The type can be any of the following:
* `vertex`
* `fragment`
* `geometry`
* `tess_ctrl`
* `tess_eval`
* `compute`
For details on what these shader types mean, [see Vulkano's documentation][pipeline].
## `src: "..."`
Provides the raw GLSL source to be compiled in the form of a string. Cannot
be used in conjunction with the `path` or `bytes` field.
## `path: "..."`
Provides the path to the GLSL source to be compiled, relative to `Cargo.toml`.
Cannot be used in conjunction with the `src` or `bytes` field.
## `bytes: "..."`
Provides the path to precompiled SPIR-V bytecode, relative to `Cargo.toml`.
Cannot be used in conjunction with the `src` or `path` field.
This allows using shaders compiled through a separate build system.
**Note**: If your shader contains multiple entrypoints with different
descriptor sets, you may also need to enable `exact_entrypoint_interface`.
## `include: ["...", "...", ..., "..."]`
Specifies the standard include directories to be searched through when using the
`#include <...>` directive within a shader source. Include directories can be absolute
or relative to `Cargo.toml`.
If `path` was specified, relative paths can also be used (`#include "..."`), without the need
to specify one or more standard include directories. Relative paths are relative to the
directory, which contains the source file the `#include "..."` directive is declared in.

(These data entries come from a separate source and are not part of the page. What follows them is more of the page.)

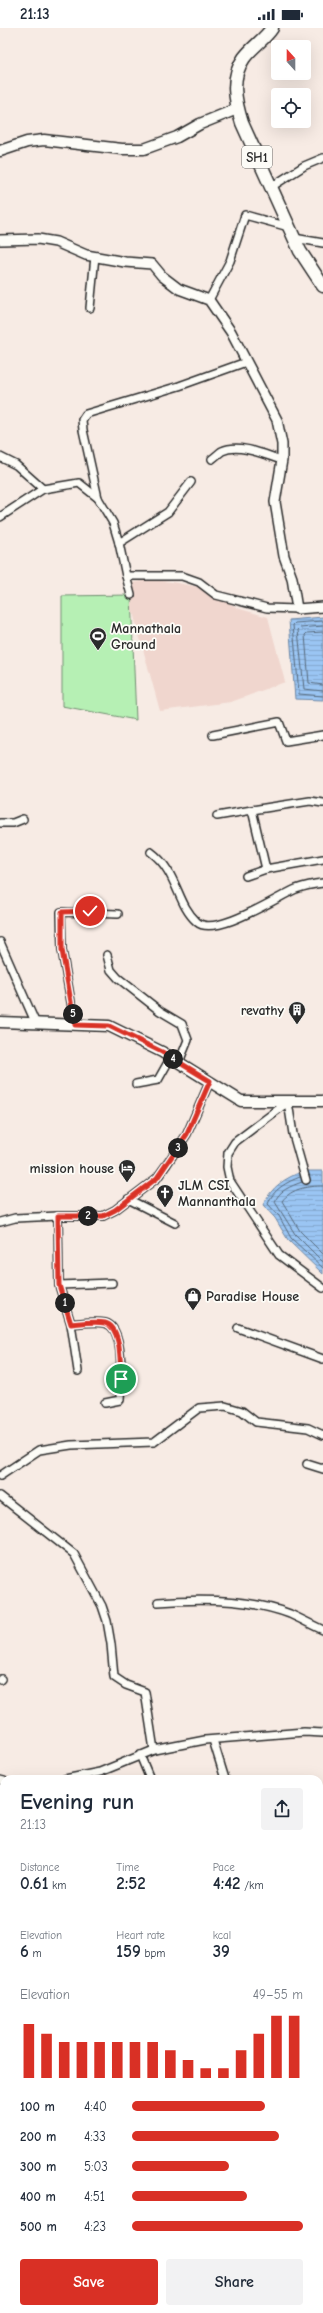 <!DOCTYPE html>
<html lang="en">
<head>
<meta charset="utf-8">
<style>
	:root { --surface:#fff; --page:#f2f2f3; --text:#1f2937; --muted:#747a83; --accent:#d93025 }
	body { margin:0; font-family:"Comic Neue",sans-serif; background:var(--page); color:var(--text); height:100vh; display:flex; flex-direction:column; font-size:15px; white-space:nowrap }
	* { box-sizing:border-box; margin:0 }
	p { font-size:13px; color:var(--muted) }
	.icon { flex:none; width:22px; height:22px; fill:none; stroke:currentColor; stroke-width:2; stroke-linecap:round; stroke-linejoin:round }
	.map { position:relative; flex:1; overflow:hidden }
	.details { position:absolute; left:0px; top:1747px; width:323px; height:538px; display:flex; flex-direction:column; background:var(--surface); border-radius:12px 12px 0 0; box-shadow:0 4px 16px #0002 }
	.details>* { flex:none }
	.needle { width:26px; rotate:339deg }
	.tools { position:absolute; left:271px; top:12px; display:grid; gap:8px }
	.tools a { display:grid; place-items:center; width:40px; height:40px; border-radius:4px; background:var(--surface); box-shadow:0 4px 16px #0002; font-size:20px }
	.pin { position:absolute; display:grid; place-items:center; width:34px; height:34px; color:#fff; margin:-17px; border:2px solid #fff; border-radius:50%; box-shadow:0 1px 4px #0007 }
	.km { position:absolute; width:20px; height:20px; margin:-10px; border-radius:50%; background:#222; color:#fff; font-size:11px; line-height:20px; text-align:center }
	.round { display:grid; place-items:center; flex:none; width:42px; height:42px; border-radius:4px; background:var(--page) }
	.summary { display:flex; align-items:center; justify-content:space-between; height:68px; padding:0 20px }
	h1 { font-size:22px; font-weight:700; line-height:30px }
	.metrics { display:grid; grid-template-columns:repeat(3,1fr); gap:6px; height:68px; padding:4px 20px }
	.metrics div { display:grid; align-content:center }
	.metrics b { font-size:17px; font-weight:700 }
	.metrics small { font-size:11px; font-weight:400 }
	.metrics p { font-size:11px }
	.chart { height:112px; padding:8px 20px }
	.chart p { display:flex; justify-content:space-between }
	.chart svg { width:100%; height:72px; margin-top:4px; stroke:var(--accent); stroke-width:6 }
	.action { display:flex; gap:8px; margin-top:auto; padding:8px 20px }
	.action a { flex:1; height:46px; border-radius:4px; background:var(--accent); color:#fff; font-size:16px; font-weight:700; line-height:46px; text-align:center }
	.action a+a { background:var(--page); color:var(--text) }
	ul { padding:0 20px; list-style:none; font-size:13px }
	li { display:grid; grid-template-columns:64px 48px 1fr; align-items:center; height:30px }
	li i { height:10px; border-radius:5px; background:var(--accent) }
	.status { display:flex; justify-content:space-between; align-items:center; height:28px; padding:0 20px; background:var(--surface); direction:ltr }
	.status svg { height:11px; fill:currentColor }
	.map>svg:first-child { display:block }
</style>
</head>
<body>
<div class="status"><b>21:13</b><svg viewBox="0 0 49 12"><path d="M0 12V9h3v3zM5 12V6h3v6zM10 12V3h3v9zM15 12V0h3v12zM26 1h20v11H26zM47 4h2v5h-2z"/></svg></div>
<div class="map">
<svg width="323" height="2285" viewBox="0 0 323 2285">
	<defs>
		<pattern id="water-rules" width="6" height="5" patternUnits="userSpaceOnUse"><rect width="6" height="5" fill="#9ac5f3"/><path d="M0 2.5h6" fill="none" stroke="#85a9d0"/></pattern>
	</defs>
	<rect width="100%" height="100%" fill="#f7ebe4"/>
	<filter id="ink" filterUnits="userSpaceOnUse"><feTurbulence type="fractalNoise" baseFrequency=".025" numOctaves="2"/><feDisplacementMap in="SourceGraphic" scale="8" xChannelSelector="R" yChannelSelector="G"/><feConvolveMatrix kernelMatrix="1 2 1 2 8 2 1 2 1" color-interpolation-filters="sRGB"/></filter>
	<g filter="url(#ink)">
		<g fill="#f0d6ce">
			<path d="M150,552L172,554L198,559L240,581L268,589L285,654L231,674L160,683L129,570L131,555Z"/>
			<path d="M323,2259V2285H299L300,2281H319V2261Z"/>
		</g>
		<path fill="#b6f0b4" stroke="#708e70" d="M131,567L136,692L62,678V568Z"/>
		<g fill="url(#water-rules)" stroke="#6e87a3">
			<path d="M323,589V672L295,671L289,592Z"/>
			<path d="M303,1143H323V1246L288,1212L275,1190L263,1177C272,1158 284,1151 303,1143Z"/>
			<rect x="319" y="2100" width="4" height="39"/>
		</g>
		<g fill="none" stroke-linecap="round" stroke-linejoin="round">
			<g stroke="#57697b" stroke-width="1">
				<path d="M323,593L295,595L293,597L299,666L323,668"/>
				<path d="M323,598L300,600L298,602L304,661L323,663"/>
				<path d="M323,604L307,605L305,607L309,655L323,657"/>
				<path d="M300,1149C287,1154 273,1161 268,1176L279,1188L291,1210L323,1240"/>
				<path d="M302,1154C291,1158 278,1163 275,1174L295,1206L323,1234"/>
				<path d="M323,1158C308,1158 292,1160 282,1173L300,1203L323,1226"/>
			</g>
			<defs>
				<g id="minor">
					<path d="M271,159L304,138L323,130"/>
					<path d="M294,210L323,215"/>
					<path d="M209,272L230,233L245,187L289,199"/>
					<path d="M90,280L95,228"/>
					<path d="M0,429L16,437L43,461L79,455L98,470"/>
					<path d="M212,431C215,429 219,425 222,423C240,415 265,427 282,432"/>
					<path d="M0,489L43,461"/>
					<path d="M119,515L168,484L191,454"/>
					<path d="M126,548L119,515L113,495L98,470L83,402L82,392L86,386L179,358L246,334"/>
					<path d="M131,567L126,548H182L199,554L216,567L267,580L297,581"/>
					<path d="M213,707L279,694L286,713L323,707"/>
					<path d="M323,775L310,773L252,782L266,841L323,831"/>
					<path d="M217,788L252,782"/>
					<path d="M0,795H13L23,791"/>
					<path d="M151,824C178,844 176,875 197,894C215,910 277,869 296,861C304,858 314,856 323,855"/>
					<path d="M246,848L266,841"/>
					<path d="M0,914L36,996"/>
					<path d="M107,927L111,942L118,950L160,983L182,996L188,1012L179,1034"/>
					<path d="M75,997L62,922L61,884L118,886"/>
					<path d="M136,1056L158,1052L171,1029"/>
					<path d="M306,1152L293,1106L288,1074L235,1114L228,1125L227,1139L230,1153L279,1227L323,1260"/>
					<path d="M128,1171L175,1195"/>
					<path d="M58,1188L59,1257L71,1296L78,1343"/>
					<path d="M0,1194L15,1190L58,1188H103L115,1182L157,1150L167,1136L187,1106L210,1053"/>
					<path d="M59,1257L112,1255"/>
					<path d="M71,1296C81,1295 95,1293 105,1295C125,1299 121,1356 120,1372L105,1375"/>
					<path d="M238,1300L323,1331"/>
					<path d="M307,1436L323,1441V1440"/>
					<path d="M0,1448L39,1422L71,1417L154,1414L199,1380L225,1378L242,1383L256,1394L308,1400L323,1407"/>
					<path d="M0,1468L74,1526L102,1578L107,1593L111,1616L114,1649L126,1657L145,1664L154,1722"/>
					<path d="M158,1574C198,1571 252,1571 290,1586C301,1591 312,1597 323,1602"/>
					<path d="M0,1652L1,1651"/>
					<path d="M213,1712L225,1751"/>
					<path d="M140,1727L150,1751"/>
					<path d="M65,1751L100,1744L154,1722L205,1712L304,1704L323,1705"/>
					<path d="M0,1752L4,1753"/>
					<path d="M0,1964L4,1962"/>
					<path d="M319,2087L323,2088"/>
					<path d="M0,2103L4,2100"/>
					<path d="M319,2140L323,2138"/>
					<path d="M0,2142L4,2146"/>
					<path d="M319,2183L323,2182"/>
					<path d="M0,2184L4,2182"/>
					<path d="M319,2260L323,2258"/>
					<path d="M240,2281L241,2285"/>
				</g>
				<path id="tertiary" d="M0,212L38,211L56,214L86,227L125,234L152,236L162,248L179,261L209,272L231,304L277,392L282,416V432L275,474L284,528L292,550L297,581L323,579"/>
				<g id="secondary">
					<path d="M0,123L27,114L44,112L122,121H144L177,109L200,96L237,81"/>
					<path d="M0,994L109,998L162,1024L241,1073H323"/>
				</g>
				<path id="primary" d="M272,0C265,11 252,19 244,30C230,50 235,73 242,95L300,223L323,258"/>
			</defs>
			<use href="#minor" stroke="#2b2b2b" stroke-width="10"/>
			<use href="#tertiary" stroke="#2b2b2b" stroke-width="12"/>
			<use href="#secondary" stroke="#2b2b2b" stroke-width="13"/>
			<use href="#primary" stroke="#2b2b2b" stroke-width="15"/>
			<use href="#minor" stroke="#fdfcf7" stroke-width="7"/>
			<use href="#tertiary" stroke="#fdfcf7" stroke-width="9"/>
			<use href="#secondary" stroke="#fdfcf7" stroke-width="10"/>
			<use href="#primary" stroke="#fdfcf7" stroke-width="12"/>
		</g>
	</g>
	<g fill="none" stroke-linecap="round" stroke-linejoin="round" filter="url(#ink)">
		<defs>
			<path id="route" d="M90,883L62,884V922L75,997L109,998L162,1024L210,1053L187,1106L157,1150L115,1182L103,1188H58L59,1257L71,1296C81,1295 95,1293 105,1295C122,1299 120,1336 121,1351"/>
		</defs>
		<use href="#route" stroke="#fff" stroke-width="8"/>
		<use href="#route" stroke="#d93025" stroke-width="5"/>
	</g>
	<defs>
		<symbol id="stadium-pin" viewBox="-11 -11 22 30"><path d="M0 17L-7.5 6A9.5 9.5 0 1 1 7.5 6Z" fill="#2b2b2b" stroke="#fdfcf7"/><path d="M0-5a6.5 5 0 1 0 0 10a6.5 5 0 1 0 0-10ZM-3.5-1.8h7v3.6h-7Z" fill="#fff"/></symbol>
		<symbol id="building-pin" viewBox="-11 -11 22 30"><path d="M0 17L-7.5 6A9.5 9.5 0 1 1 7.5 6Z" fill="#2b2b2b" stroke="#fdfcf7"/><path d="M-4-6H4V6H1V3H-1V6H-4ZM-2.5-4.3h1.7v1.8h-1.7ZM.8-4.3h1.7v1.8H.8ZM-2.5-1h1.7V.8h-1.7ZM.8-1h1.7V.8H.8Z" fill="#fff"/></symbol>
		<symbol id="hotel-pin" viewBox="-11 -11 22 30"><path d="M0 17L-7.5 6A9.5 9.5 0 1 1 7.5 6Z" fill="#2b2b2b" stroke="#fdfcf7"/><path d="M-6-4.5h1.5V1H6V5H4.5V3h-9V5H-6ZM-4 0a1.8 1.8 0 1 1 3.6 0ZM.5 0V-2.5h3Q6-2.5 6 0Z" fill="#fff"/></symbol>
		<symbol id="church-pin" viewBox="-11 -11 22 30"><path d="M0 17L-7.5 6A9.5 9.5 0 1 1 7.5 6Z" fill="#2b2b2b" stroke="#fdfcf7"/><path d="M-1.2-6h2.4v3.5h3.3v2.4h-3.3V6h-2.4V-.1h-3.3v-2.4h3.3Z" fill="#fff"/></symbol>
		<symbol id="shop-pin" viewBox="-11 -11 22 30"><path d="M0 17L-7.5 6A9.5 9.5 0 1 1 7.5 6Z" fill="#2b2b2b" stroke="#fdfcf7"/><path d="M-5-2.5h2.3a2.7 3.5 0 0 1 5.4 0H5L5.5 6h-11ZM-1.5-2.5h3a1.5 2.3 0 0 0-3 0Z" fill="#fff"/></symbol>
	</defs>
	<g fill-rule="evenodd">
		<use href="#stadium-pin" x="88" y="598" width="20" height="27"/>
		<use href="#building-pin" x="287" y="972" width="20" height="27"/>
		<use href="#hotel-pin" x="117" y="1130" width="20" height="27"/>
		<use href="#church-pin" x="155" y="1155" width="20" height="27"/>
		<use href="#shop-pin" x="183" y="1258" width="20" height="27"/>
	</g>
	<g text-anchor="middle" dominant-baseline="central" stroke-width="3.5" stroke-linejoin="round" paint-order="stroke">
		<rect fill="#fdfcf7" stroke="#6a6a68" stroke-width="1" x="242" y="118" width="30" height="22" rx="3"/>
		<g font-size="13" font-weight="bold" fill="#2b2b2b">
			<text x="257" y="129">SH1</text>
		</g>
		<g font-size="14" font-weight="bold" fill="#2b2b2b" stroke="#fdfcf7" text-anchor="start">
			<text x="111" y="600">Mannathala<tspan x="111" dy="16">Ground</tspan></text>
			<text x="284" y="982" text-anchor="end">revathy</text>
			<text x="114" y="1140" text-anchor="end">mission house</text>
			<text x="178" y="1157">JLM CSI<tspan x="178" dy="16">Mannanthala</tspan></text>
			<text x="206" y="1268">Paradise House</text>
		</g>
	</g>
</svg>
<div class="tools">
<a><svg class="needle" viewBox="-14 -14 28 28"><path d="M0-13l5 13h-10z" fill="#e53935"/><path d="M0 13l5-13h-10z" fill="#747a83"/></svg></a>
<a><svg class="icon" aria-label="locate" viewBox="0 0 24 24"><circle cx="12" cy="12" r="6"/><path d="M12 2v4M12 18v4M2 12h4M18 12h4"/></svg></a>
</div>
<div class="pin" style="left:121px;top:1351px;background:#1e9e55"><svg class="icon" aria-label="arrive" viewBox="0 0 24 24"><path d="M6 21V4h12l-3 4 3 4H6"/></svg></div>
<div class="pin" style="left:90px;top:883px;background:#d93025"><svg class="icon" aria-label="check" viewBox="0 0 24 24"><path d="M5 12l5 5 9-10"/></svg></div>
<b class="km" style="left:65px;top:1275px">1</b>
<b class="km" style="left:88px;top:1188px">2</b>
<b class="km" style="left:178px;top:1120px">3</b>
<b class="km" style="left:173px;top:1031px">4</b>
<b class="km" style="left:73px;top:986px">5</b>
<section class="details">
<div class="summary"><div><h1>Evening run</h1><p>21:13</p></div><a class="round"><svg class="icon" aria-label="share" viewBox="0 0 24 24"><path d="M12 15V3M7 8l5-5 5 5M5 13v7h14v-7"/></svg></a></div>
<div class="metrics">
<div><p>Distance</p><b>0.61<small> km</small></b></div>
<div><p>Time</p><b>2:52</b></div>
<div><p>Pace</p><b>4:42<small> /km</small></b></div>
</div>
<div class="metrics">
<div><p>Elevation</p><b>6<small> m</small></b></div>
<div><p>Heart rate</p><b>159<small> bpm</small></b></div>
<div><p>kcal</p><b>39</b></div>
</div>
<div class="chart"><p><span>Elevation</span>49–55 m</p>
<svg viewBox="0 0 160 44" preserveAspectRatio="none"><path d="M5 44V11M15 44V17M25 44V22M35 44V22M45 44V22M55 44V22M65 44V22M75 44V22M85 44V27M95 44V33M105 44V38M115 44V38M125 44V27M135 44V17M145 44V6M155 44V6"/></svg>
</div>
<ul>
<li><b>100 m</b>4:40<i style="width:78%"></i></li>
<li><b>200 m</b>4:33<i style="width:86%"></i></li>
<li><b>300 m</b>5:03<i style="width:57%"></i></li>
<li><b>400 m</b>4:51<i style="width:67%"></i></li>
<li><b>500 m</b>4:23<i style="width:100%"></i></li>
</ul>
<div class="action"><a>Save</a><a>Share</a></div>
</section>
</div>
</body>
</html>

## `define: [("NAME", "VALUE"), ...]`
Adds the given macro definitions to the pre-processor. This is equivalent to passing `-DNAME=VALUE`
on the command line.
## `types_meta: { use a::b; #[derive(Clone, Default, PartialEq ...)] impl Eq }`
Extends implementations of Rust structs that represent Shader structs.
By default each generated struct has a `Clone` and a `Copy` implementations
only. If the struct has unsized members none of derives or impls applied on
this struct.
The block may have as many `use`, `derive` or `impl` statements as needed
and in any order.
Each `use` declaration will be added to generated `ty` module. And each
`derive`'s trait and `impl` statement will be applied to each generated
struct inside `ty` module.
For `Default` derive implementation fills a struct data with all zeroes.
For `Display` and `Debug` derive implementation prints all fields except `_dummyX`.
For `PartialEq` derive implementation all non-`_dummyX` are checking for equality.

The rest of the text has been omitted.